O
Livia Rodrigo envisions punk as how it appeared in your childhood: loud, enraged, tuneful, gleefully feminine, the type of music that was featured in Lindsay Lohan’s Freaky Friday and used by Josie and the Pussycats to rouse the world from a state of bubblegum-pop-induced trance. Rodrigo’s dynamic second album, Guts, pulls inspiration from beloved pop-rock artists from both the past and present – Liz Phair, Courtney Barnett, Weezer – but it is most influenced by this Hollywood portrayal of punk, which somehow felt more aggressive and sarcastic than anything in reality.
Guts is Rodrigo’s follow-up to 2021’s world-beating Sour, the kind of once-in-a-blue-moon debut that turns someone into an A-list megastar overnight. On that record, Rodrigo often cast herself as a scorned ingenue done wrong by a shitty guy and, occasionally, the world at large. Guts, as a title, is a statement of bravado and one of fallibility: on this album, Rodrigo is more brazen and far less sure of herself, scaling impossible heights before reminding herself, often callously, that she’s human. She goes to parties and word-vomits other people’s secrets, before screaming bloody “social suiciiiiiideeeee!” She laughs off a crap guy to her friends then leaves the sesh early to meet up with him.
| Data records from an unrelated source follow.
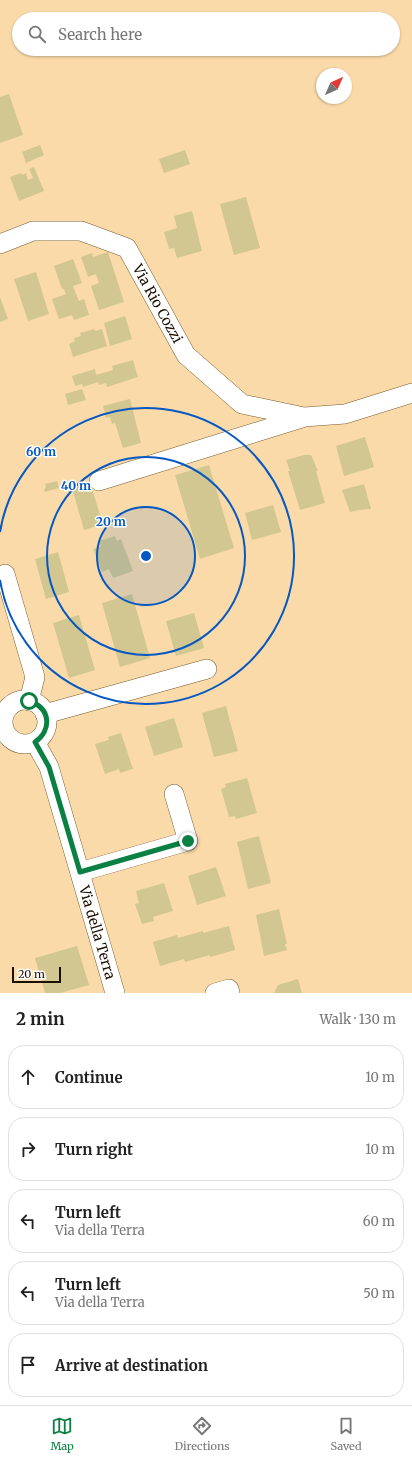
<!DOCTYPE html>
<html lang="en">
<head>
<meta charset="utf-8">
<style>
	:root { --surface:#fff; --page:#f6f6f6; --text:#222; --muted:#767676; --line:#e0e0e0; --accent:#0b8043 }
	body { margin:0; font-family:Merriweather,serif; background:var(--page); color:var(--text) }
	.compass { position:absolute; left:316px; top:68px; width:36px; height:36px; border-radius:50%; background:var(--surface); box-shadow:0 1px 3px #0004; rotate:45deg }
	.scale { position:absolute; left:12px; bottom:10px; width:49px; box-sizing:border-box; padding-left:4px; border:2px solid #1a0f00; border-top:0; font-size:11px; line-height:14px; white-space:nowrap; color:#1a0f00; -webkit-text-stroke:3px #fff; paint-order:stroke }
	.stop { position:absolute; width:12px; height:12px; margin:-9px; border:3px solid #0b8043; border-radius:50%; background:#fff }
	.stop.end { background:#0b8043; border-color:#fff; box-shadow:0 1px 4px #0008 }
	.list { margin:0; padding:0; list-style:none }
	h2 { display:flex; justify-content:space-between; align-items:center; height:52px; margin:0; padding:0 16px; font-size:17px }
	h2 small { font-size:13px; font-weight:400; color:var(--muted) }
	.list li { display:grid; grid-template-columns:26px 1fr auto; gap:12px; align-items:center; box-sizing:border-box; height:64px; margin:0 8px 8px; padding:0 8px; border:1px solid var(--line); border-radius:16px }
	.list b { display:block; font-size:15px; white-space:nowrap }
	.list p { margin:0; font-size:13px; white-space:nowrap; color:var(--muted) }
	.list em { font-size:13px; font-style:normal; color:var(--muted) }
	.icon { flex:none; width:22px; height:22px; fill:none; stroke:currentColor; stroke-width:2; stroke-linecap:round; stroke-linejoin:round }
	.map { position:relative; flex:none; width:412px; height:993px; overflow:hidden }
	.search { position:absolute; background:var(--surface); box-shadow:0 1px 3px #0004; left:12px; right:12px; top:12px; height:44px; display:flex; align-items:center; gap:10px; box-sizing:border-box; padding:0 14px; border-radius:22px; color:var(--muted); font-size:15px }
	.sheet { height:412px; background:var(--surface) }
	nav { display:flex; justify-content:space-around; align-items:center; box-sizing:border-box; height:56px; border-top:1px solid var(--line); background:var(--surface); font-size:11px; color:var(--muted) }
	nav a { display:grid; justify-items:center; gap:2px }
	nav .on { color:var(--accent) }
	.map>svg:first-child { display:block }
	.building { fill:#d2c790 }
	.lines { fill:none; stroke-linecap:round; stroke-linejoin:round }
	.minor-casing { stroke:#785c2e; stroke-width:20 }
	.minor { stroke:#fff; stroke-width:19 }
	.route { stroke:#0b8043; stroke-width:5 }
	.ring { fill:none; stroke:#0558c2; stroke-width:2 }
	.labels { text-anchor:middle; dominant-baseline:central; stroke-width:3; stroke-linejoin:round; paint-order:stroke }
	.street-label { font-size:14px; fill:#1a0f00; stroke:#fff }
	.centre { fill:#0558c2; stroke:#fff; stroke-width:2 }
	.ring-label { font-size:12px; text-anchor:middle; font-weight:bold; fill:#0558c2; stroke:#fff; stroke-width:3; stroke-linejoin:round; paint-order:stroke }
</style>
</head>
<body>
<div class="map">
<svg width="412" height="993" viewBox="0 0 412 993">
	<rect width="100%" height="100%" fill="#fadaa9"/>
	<path class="building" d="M9,94L23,135L0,143V97Z
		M40,145L44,155L26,163L22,152Z
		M185,150L190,164L164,173L159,159Z
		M34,167L44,191L19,201L10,177L21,173L22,175L26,173L28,180L33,178L29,169Z
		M246,197L260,248L234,255L220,204Z
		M192,211L202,251L177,258L174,248L169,249L164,232L177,228L174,216Z
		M108,252L124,302L99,310L91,286L99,283L96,274L88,277L81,257L92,253L93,257Z
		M73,259L82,283L73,286L79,301L84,299L89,315L74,320L72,315L59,319L52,299L66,294L64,289H62L54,266Z
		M36,272L49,314L28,321L14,279Z
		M0,297L8,319L0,322Z
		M125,316L132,339L110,346L104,323Z
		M94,329L95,331L102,329L107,346L73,357L69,344L75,341L74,338L81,336L80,333Z
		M133,360L138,377L107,387L106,383L99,385L98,382L83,387L82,384L75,386L72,376L95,369L96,375L113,370L112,366Z
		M82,389L86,400L68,405L65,394Z
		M130,399L141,443L123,448L115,423L112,424L110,417L106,418L103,406Z
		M365,437L374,467L344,476L336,446Z
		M304,455H311L318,471H316L325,503L300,510L288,471H290L286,460Z
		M209,465L234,548L200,559L175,475Z
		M57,481L59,488L45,492L44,489L46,488L45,484Z
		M90,483L103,524L84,530L72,488Z
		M364,484L371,509L359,510L350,512L342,490Z
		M273,505L281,532L252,540L245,513Z
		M115,536L117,541L121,539L133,571L113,578L109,569L102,572L93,549L101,546L99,541Z
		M58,552L69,592L46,599L35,559Z
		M132,594L150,658L120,667L102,603Z
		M194,613L204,648L176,656L166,621Z
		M79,615L95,670L69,678L53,623Z
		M226,706L238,751L214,757L202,713Z
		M174,718L183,747L154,756L145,727Z
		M121,733L133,769L120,773L119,769L105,774L95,744L109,740L108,737Z
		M247,778L257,813L236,819L235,816L229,817L221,789L226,787L225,784Z
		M259,836L271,883L248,889L237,842Z
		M216,867L226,896L197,905L188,876Z
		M164,883L173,911L153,917L154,921L142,924L135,904L139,903L136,891Z
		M279,909L287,944H285L287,950L264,956L256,915Z
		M229,926L235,950L210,957V955L185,962L184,959L160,966L153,942L177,935L178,938L203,931V933Z
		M77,946L89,985L60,993H45L35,958Z
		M298,979L302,993H274L278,985Z"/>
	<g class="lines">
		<defs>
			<g id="minor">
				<path id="s1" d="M0,244L33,231H81L127,248L186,355L242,404L304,417L345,414L412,393"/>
				<path d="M99,481L302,418"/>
				<path d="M5,574L35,677L29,701"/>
				<circle cx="25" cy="722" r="22"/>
				<path d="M45,714L207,669"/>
				<path id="s2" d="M35,742L49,767L115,993"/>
				<path d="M80,872L188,841L174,794"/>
				<path d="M215,993L229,989L230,993"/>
			</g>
		</defs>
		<use href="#minor" class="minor-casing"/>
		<use href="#minor" class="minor"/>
	</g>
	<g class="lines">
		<path class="route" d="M29,701C51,708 52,730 35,742L49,767L80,872L188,841"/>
	</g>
	<circle cx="146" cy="556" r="49" fill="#0558c2" fill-opacity=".12"/>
	<g class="ring">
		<circle cx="146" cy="556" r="49"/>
		<circle cx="146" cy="556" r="99"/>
		<path d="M0 532A148 148 0 1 1 0 580"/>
	</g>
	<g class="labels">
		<g class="street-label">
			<text stroke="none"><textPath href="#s1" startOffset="196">Via Rio Cozzi</textPath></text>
			<text stroke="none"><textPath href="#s2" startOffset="201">Via della Terra</textPath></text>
		</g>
	</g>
	<circle cx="146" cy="556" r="6" class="centre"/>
	<g class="ring-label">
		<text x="41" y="456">60 m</text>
		<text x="76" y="490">40 m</text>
		<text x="111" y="526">20 m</text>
	</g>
</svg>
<svg class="compass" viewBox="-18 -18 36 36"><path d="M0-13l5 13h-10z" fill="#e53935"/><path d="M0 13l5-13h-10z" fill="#767676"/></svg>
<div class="scale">20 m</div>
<div class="stop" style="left:29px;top:701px"></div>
<div class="stop end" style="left:188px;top:841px"></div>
<div class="search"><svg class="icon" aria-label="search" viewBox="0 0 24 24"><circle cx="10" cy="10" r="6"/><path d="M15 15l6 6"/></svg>Search here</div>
</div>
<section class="sheet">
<h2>2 min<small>Walk · 130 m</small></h2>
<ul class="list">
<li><svg class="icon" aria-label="ahead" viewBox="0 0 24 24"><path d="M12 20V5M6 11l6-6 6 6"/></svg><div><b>Continue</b></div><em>10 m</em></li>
<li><svg class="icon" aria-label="right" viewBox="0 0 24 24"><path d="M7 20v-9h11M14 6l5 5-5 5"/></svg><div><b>Turn right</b></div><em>10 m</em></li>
<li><svg class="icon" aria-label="left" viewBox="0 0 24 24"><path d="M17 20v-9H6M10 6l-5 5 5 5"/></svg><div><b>Turn left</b><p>Via della Terra</p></div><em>60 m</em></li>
<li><svg class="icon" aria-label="left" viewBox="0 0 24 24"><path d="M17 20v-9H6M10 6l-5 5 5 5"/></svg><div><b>Turn left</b><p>Via della Terra</p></div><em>50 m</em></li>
<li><svg class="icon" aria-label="arrive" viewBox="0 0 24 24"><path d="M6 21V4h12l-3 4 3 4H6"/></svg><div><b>Arrive at destination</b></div></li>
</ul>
</section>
<nav>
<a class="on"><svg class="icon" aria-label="map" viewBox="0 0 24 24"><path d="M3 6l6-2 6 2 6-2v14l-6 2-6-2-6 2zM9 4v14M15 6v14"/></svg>Map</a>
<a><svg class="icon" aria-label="directions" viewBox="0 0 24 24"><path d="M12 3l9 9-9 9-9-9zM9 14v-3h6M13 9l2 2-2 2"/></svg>Directions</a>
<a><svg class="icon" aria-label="saved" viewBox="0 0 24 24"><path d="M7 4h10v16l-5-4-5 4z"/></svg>Saved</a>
</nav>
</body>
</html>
She saves her most vitriolic ballad for another woman, mere moments after acknowledging the pressure of being “a perfect all-American bitch”.
The central track of the album is “All-American Bitch”, Guts’s opening song and a highly intense and biting rock track. It sets the tone for an album in which Rodrigo struggles between her feminist principles and her natural impulses of desire and jealousy. In the track “Bad Idea Right?”, her friends act as a sarcastic Greek chorus, as Rodrigo’s breathy vocals are contrasted with a sense of guilt. One of the most impactful moments on the album is in the breakup ballad “Vampire”, not in its powerful chorus but when Rodrigo confesses, “Every girl I ever talked to told me you were bad, bad news / You called them crazy, God, I hate the way I called them crazy too.”
Rodrigo, who is 20 years old, was raised during a time when it was common for popular musicians to identify as feminists, but rare for them to fully understand the complexities of the label and confront the fact that being strong and empowered does not exclude one from having cruel or ruthless tendencies. She briefly acknowledges this idea on her song “Vampire,” but it is on “Lacy,” a slow and brutally honest ballad, that she fully delves into it, openly admitting to a female rival, “I just despise you lately.” Speculation online about who Lacy could be about overlooks the brilliance of the song: it is both vengeful and loving, with clever lines like “skin like puff pastry,” while also expressing deep emotional pain.
Rodrigo’s cleverness as a songwriter is evident in the fact that Lacy is the most impactful song on Guts. Unlike Taylor Swift, who used to mentor her, Rodrigo doesn’t view romance as a life-or-death matter. However, losing a friend or sacrificing one’s own identity just to bash her may be just as serious. Meanwhile, men are simply seen as a means to an end: the high-energy peak of Guts, “Get Him Back!”, is likely to be the closing song of Rodrigo’s live performances for years to come. This catchy, anthem-like tune – comparable to a “Girl Weezer” for the era of “girl dinner” and “girl math” – also resides in a grey area between seeking revenge and finding reconciliation. It perfectly embodies the essence of Guts: toxic, tumultuous, and an exhilarating rush.